Patrick Gale was born on the Isle of Wight in 1962, raised in Winchester, where he studied at the Pilgrims choir school and Winchester College; he then read English at New College Oxford. He lives on his husband’s farm near Land’s End and is a keen gardener and cellist. He is a director of the Charles Causley Trust and the Cornish arts and spirituality charity, Endelienta. He chairs the North Cornwall Book Festival and is secretary of the Penzance Orchestral Society.
He has written fifteen novels, including the bestselling Rough Music and Notes from an Exhibition.
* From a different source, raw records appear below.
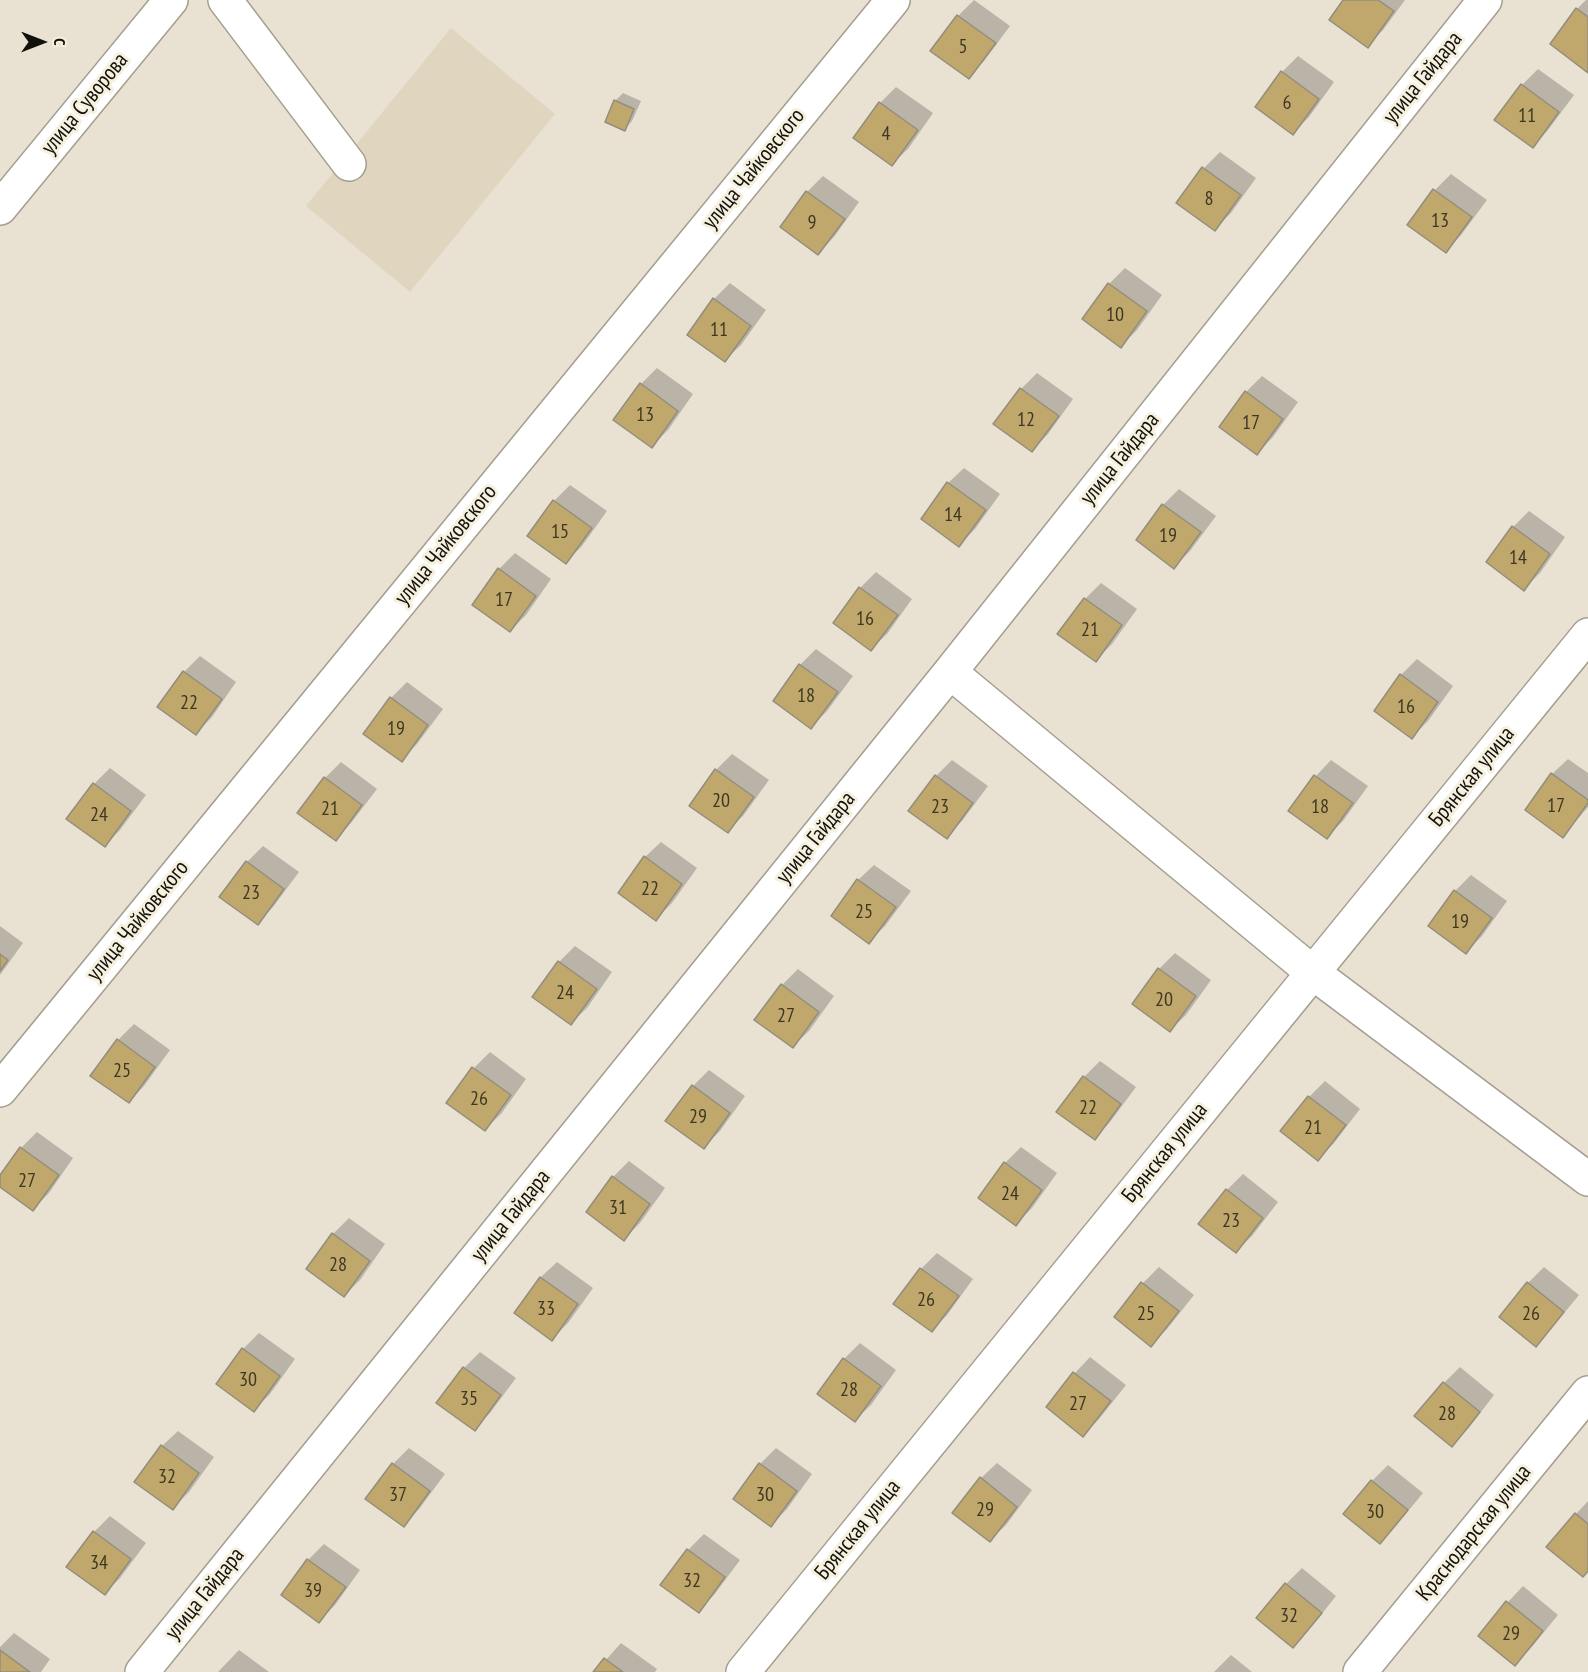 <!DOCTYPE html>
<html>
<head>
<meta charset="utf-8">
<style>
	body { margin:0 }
	#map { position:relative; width:1588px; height:1672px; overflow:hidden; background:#e9e2d2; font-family:"PT Sans Narrow",sans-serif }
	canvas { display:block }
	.north { position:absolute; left:12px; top:12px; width:60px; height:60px; -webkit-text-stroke:4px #f6f0df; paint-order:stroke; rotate:90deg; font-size:16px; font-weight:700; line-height:24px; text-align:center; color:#13110b }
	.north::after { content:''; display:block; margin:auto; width:21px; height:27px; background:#13110b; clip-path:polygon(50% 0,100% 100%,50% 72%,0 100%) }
</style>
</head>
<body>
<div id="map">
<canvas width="1588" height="1672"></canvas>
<div class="north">С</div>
</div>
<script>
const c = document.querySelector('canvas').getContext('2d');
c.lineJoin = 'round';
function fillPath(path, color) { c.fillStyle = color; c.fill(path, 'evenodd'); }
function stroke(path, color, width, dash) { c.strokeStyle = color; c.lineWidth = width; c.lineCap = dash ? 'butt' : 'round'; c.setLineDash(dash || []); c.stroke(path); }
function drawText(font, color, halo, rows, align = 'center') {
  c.font = font + ' "PT Sans Narrow",sans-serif'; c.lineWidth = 6; c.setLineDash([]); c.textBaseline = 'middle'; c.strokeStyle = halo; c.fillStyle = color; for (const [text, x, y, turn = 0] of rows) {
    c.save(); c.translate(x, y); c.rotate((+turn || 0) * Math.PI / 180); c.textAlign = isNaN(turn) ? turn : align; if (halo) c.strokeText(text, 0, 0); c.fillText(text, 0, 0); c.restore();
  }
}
fillPath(new Path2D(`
	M451,28L555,114L410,292L306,206Z`), '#e0d6bf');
fillPath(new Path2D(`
	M974,0L1010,26L984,61L968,77L958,16Z
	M1345,0H1405L1383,30L1367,46Z
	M1586,0H1588V71L1577,9Z
	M1298,56L1334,82L1309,117L1293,133L1257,107L1282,72Z
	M1538,69L1574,95L1548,130L1533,146L1522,85Z
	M896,87L933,113L908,149L892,164L855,138L880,103Z
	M623,93L641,101L632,121L625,129L615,101Z
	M1220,152L1256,178L1231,213L1215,229L1178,203L1204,168Z
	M1451,174L1487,200L1461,235L1445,251L1409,224L1435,190Z
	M823,176L859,202L834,237L818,253L782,226L807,192Z
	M1125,268L1162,295L1137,330L1121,346L1109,284Z
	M730,283L766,310L741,345L725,360L714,299Z
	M657,368L693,394L668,430L652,446L641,384Z
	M1037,373L1073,399L1048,434L1032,450L1021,389Z
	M1262,376L1298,402L1273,437L1257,453L1221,427L1246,392Z
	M964,468L1000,494L975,529L959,545L948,483Z
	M570,485L607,511L582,546L566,562L529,536L554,501Z
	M1179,489L1216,516L1190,551L1174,567L1163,505Z
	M1529,511L1565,537L1540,573L1524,589L1513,527Z
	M515,553L551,579L526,615L510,631L499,569Z
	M876,572L912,599L887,634L871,649L860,588Z
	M1101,583L1137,609L1112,644L1096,660L1059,633L1085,599Z
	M816,649L853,676L827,711L811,727L800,665Z
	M200,656L236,682L212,717L196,733L159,707L184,672Z
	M1417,659L1453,686L1428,721L1412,737L1401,675Z
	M407,682L443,709L417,744L401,760L391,698Z
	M732,754L769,780L743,816L727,831L716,770Z
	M1568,759L1588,773V807L1563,836L1552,774Z
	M952,760L988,786L962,821L946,837L936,776Z
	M1331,760L1368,786L1343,821L1327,837L1290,811L1316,776Z
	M341,762L377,789L351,823L336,839L325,778Z
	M110,768L146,795L120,830L105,845L94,784Z
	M661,842L697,868L672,903L656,919L645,857Z
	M263,846L299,872L273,907L258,923L221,896L247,862Z
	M874,865L911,891L885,926L869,942L858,880Z
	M1471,875L1507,901L1482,936L1466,952L1430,926L1455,891Z
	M0,926L23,943L0,975Z
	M575,946L612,972L587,1008L571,1023L534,997L559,962Z
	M1175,953L1211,980L1186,1015L1170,1030L1159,969Z
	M798,969L834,996L809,1031L793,1046L782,985Z
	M134,1024L170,1050L144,1086L129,1102L118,1040Z
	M490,1052L526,1079L501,1114L485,1129L474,1068Z
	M1100,1061L1136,1087L1110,1122L1095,1138L1084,1077Z
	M709,1070L745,1096L720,1131L704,1147L667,1121L693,1086Z
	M1325,1081L1360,1109L1334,1143L1318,1159L1282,1131L1309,1097Z
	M37,1132L73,1158L49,1193L33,1209L0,1186V1178L21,1148Z
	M1021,1147L1057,1173L1032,1208L1016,1224L980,1198L1005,1163Z
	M629,1161L665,1188L640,1223L624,1239L613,1177Z
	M1243,1174L1278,1202L1252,1236L1236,1251L1200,1224L1227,1190Z
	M349,1218L385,1244L360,1280L344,1296L308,1269L333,1234Z
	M937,1253L973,1279L947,1315L932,1330L921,1269Z
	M557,1262L593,1288L568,1323L552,1339L516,1313L541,1277Z
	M1159,1267L1194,1295L1167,1329L1151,1345L1116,1317L1143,1283Z
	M1544,1267L1579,1295L1551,1329L1535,1345L1501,1317L1528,1283Z
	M259,1333L295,1359L270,1394L254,1410L243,1349Z
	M860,1343L896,1370L871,1405L855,1420L819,1394L844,1359Z
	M480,1352L516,1378L490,1413L474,1429L464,1368Z
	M1090,1357L1126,1385L1099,1419L1083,1435L1048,1407L1075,1373Z
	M1460,1367L1494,1395L1468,1429L1452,1445L1444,1383Z
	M178,1431L214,1457L189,1492L173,1508L162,1446Z
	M409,1448L445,1474L419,1509L404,1525L393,1464Z
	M776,1448L812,1474L787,1509L771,1525L735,1499L760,1464Z
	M997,1463L1032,1490L1006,1525L990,1540L981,1478Z
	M1388,1465L1423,1493L1395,1527L1380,1542L1345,1514L1372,1481Z
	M1588,1501V1570L1576,1514Z
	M110,1516L146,1543L120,1578L105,1593L94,1532Z
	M704,1534L740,1560L714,1595L698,1611L688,1550Z
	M324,1544L360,1570L335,1605L319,1621L283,1595L308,1560Z
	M1302,1568L1336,1596L1309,1630L1293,1646L1286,1584Z
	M1523,1586L1558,1615L1531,1648L1515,1664L1480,1636L1508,1602Z
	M14,1633L50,1659L41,1672H0V1647Z
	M621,1643L657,1669L655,1672H595Z
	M239,1650L269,1672H218Z
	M1231,1655L1252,1672H1214Z`), '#0003');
const building = new Path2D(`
	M1343,0H1378L1394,11L1368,48L1329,20Z
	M1576,8L1588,17V73L1550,44Z
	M957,15L996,43L969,79L930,51Z
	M1281,71L1319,99L1293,135L1255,107Z
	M1521,84L1559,112L1533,148L1494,120Z
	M614,100L634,109L625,131L605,122Z
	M879,102L918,130L892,166L853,138Z
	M1202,167L1241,195L1215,231L1176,203Z
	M1433,189L1472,217L1446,253L1407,225Z
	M806,191L845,219L818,255L780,227Z
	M1108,283L1147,311L1121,348L1082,319Z
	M713,298L751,326L725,362L687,335Z
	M640,383L678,411L652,448L613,420Z
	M1020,388L1059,416L1032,452L993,424Z
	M1245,391L1283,419L1257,455L1219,427Z
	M947,482L986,510L959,547L921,519Z
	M553,500L592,528L566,564L527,536Z
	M1162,504L1201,532L1174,569L1136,540Z
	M1512,526L1550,554L1524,591L1486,562Z
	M498,568L536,596L510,632L472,605Z
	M859,587L898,615L871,651L833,623Z
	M1084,598L1122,625L1096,662L1057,634Z
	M799,664L838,692L811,729L773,701Z
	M183,671L222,699L196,735L157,707Z
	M1400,674L1438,702L1412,739L1374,711Z
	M390,697L428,725L402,762L363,734Z
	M715,769L754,797L728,833L689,806Z
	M1551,773L1588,800V803L1563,838L1525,810Z
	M935,775L973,803L947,839L908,811Z
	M1314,775L1353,803L1327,839L1288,811Z
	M324,777L362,805L336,841L297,813Z
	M93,783L131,811L105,847L66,819Z
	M644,856L682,884L656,921L618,893Z
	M246,861L284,889L258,925L219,897Z
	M857,879L896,907L869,944L831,916Z
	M1454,890L1492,918L1466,954L1428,926Z
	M0,954L8,960L0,971Z
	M558,961L597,989L571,1025L532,997Z
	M1158,968L1196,996L1170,1032L1132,1004Z
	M781,984L819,1012L793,1048L754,1020Z
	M117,1039L155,1067L129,1103L90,1076Z
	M472,1067L511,1095L485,1131L446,1103Z
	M1083,1076L1121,1104L1095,1140L1056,1112Z
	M692,1085L730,1113L704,1149L665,1121Z
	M1308,1096L1346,1125L1318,1161L1280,1131Z
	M20,1147L59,1175L33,1211L0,1187V1175Z
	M1004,1162L1042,1190L1016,1226L978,1198Z
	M612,1176L650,1204L624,1241L586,1212Z
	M1226,1189L1263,1218L1236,1253L1198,1224Z
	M332,1233L370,1261L344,1297L306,1269Z
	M920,1268L959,1296L932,1332L893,1304Z
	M540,1277L578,1304L552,1341L514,1313Z
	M1141,1282L1179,1311L1151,1347L1114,1317Z
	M1527,1282L1564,1312L1536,1347L1499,1317Z
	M242,1348L280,1376L254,1412L216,1384Z
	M843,1358L881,1386L855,1422L817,1394Z
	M463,1367L501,1395L475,1431L436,1403Z
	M1073,1372L1111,1401L1083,1437L1046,1407Z
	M1443,1382L1480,1412L1452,1447L1414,1416Z
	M161,1445L199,1473L173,1510L134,1482Z
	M392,1463L430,1491L404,1527L365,1499Z
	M759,1463L797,1491L771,1527L733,1499Z
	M980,1477L1017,1507L990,1542L952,1513Z
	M1371,1480L1408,1510L1380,1544L1343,1514Z
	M1575,1513L1588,1524V1571L1583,1577L1546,1547Z
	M93,1531L131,1559L105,1595L66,1567Z
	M687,1549L725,1577L699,1613L660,1585Z
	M307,1559L346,1587L319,1623L281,1595Z
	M1285,1583L1322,1613L1293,1648L1256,1618Z
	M1506,1601L1543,1631L1515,1666L1478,1636Z
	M0,1650L30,1672H0Z
	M604,1658L623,1672H593Z`);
fillPath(building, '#c0a86c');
stroke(building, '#938d7e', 1.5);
const minor = new Path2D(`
	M225,0L349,164
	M0,208L171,0
	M950,672L1312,972L1588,1179
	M0,1090L893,0
	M142,1672L950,672L1485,0
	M743,1672L1588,635
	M1360,1672L1588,1393`);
stroke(minor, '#a49e8f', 36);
stroke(minor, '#fff', 33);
drawText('20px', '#3e3723', null, [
	["5",963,47],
	["6",1287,103],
	["11",1527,116],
	["4",886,134],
	["8",1209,199],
	["13",1440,221],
	["9",812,223],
	["10",1115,315],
	["11",719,330],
	["13",645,415],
	["12",1026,420],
	["17",1251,423],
	["14",953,515],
	["15",560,532],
	["19",1168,536],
	["14",1518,558],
	["17",504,600],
	["16",865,619],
	["21",1090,630],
	["18",806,696],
	["22",189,703],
	["16",1406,707],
	["19",396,729],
	["20",721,801],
	["17",1556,806],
	["23",940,807],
	["18",1320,807],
	["21",330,809],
	["24",99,815],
	["22",650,889],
	["23",251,893],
	["25",864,912],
	["19",1460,922],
	["24",565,993],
	["20",1164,1000],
	["27",786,1016],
	["25",122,1071],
	["26",479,1099],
	["22",1088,1108],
	["29",698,1117],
	["21",1313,1128],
	["27",27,1181],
	["24",1010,1194],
	["31",618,1208],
	["23",1231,1221],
	["28",338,1265],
	["26",926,1300],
	["33",546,1309],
	["25",1146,1314],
	["26",1531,1314],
	["30",248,1380],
	["28",849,1390],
	["35",469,1399],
	["27",1078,1404],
	["28",1447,1414],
	["32",167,1477],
	["37",398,1495],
	["30",765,1495],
	["29",985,1510],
	["30",1375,1512],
	["34",99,1563],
	["32",692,1581],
	["39",313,1591],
	["32",1289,1616],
	["29",1511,1634]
]);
drawText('22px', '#13110b', '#f6f0df', [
	["улица Гайдара",1423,78,-51],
	["улица Суворова",85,104,-51],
	["улица Чайковского",754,169,-51],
	["улица Гайдара",1120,459,-51],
	["улица Чайковского",446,545,-51],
	["Брянская улица",1472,777,-51],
	["улица Гайдара",816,838,-51],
	["улица Чайковского",138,921,-51],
	["Брянская улица",1165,1153,-51],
	["улица Гайдара",511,1216,-51],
	["Брянская улица",858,1530,-51],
	["Краснодарская улица",1474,1533,-51],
	["улица Гайдара",205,1594,-51]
]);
</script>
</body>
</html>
His fourteenth novel, A Perfectly Good Man, won a Green Carnation award and was a favourite recommendation among Guardian readers in the paper’s end of year round-up.. His latest novel, A Place Called Winter, is a Radio 2 Book Club selection. He is currently writing an original, gay-themed, part-historical drama for BBC1 called Man in an Orange Shirt, and adapting Edith Wharton’s The Age of Innocence for BBC2.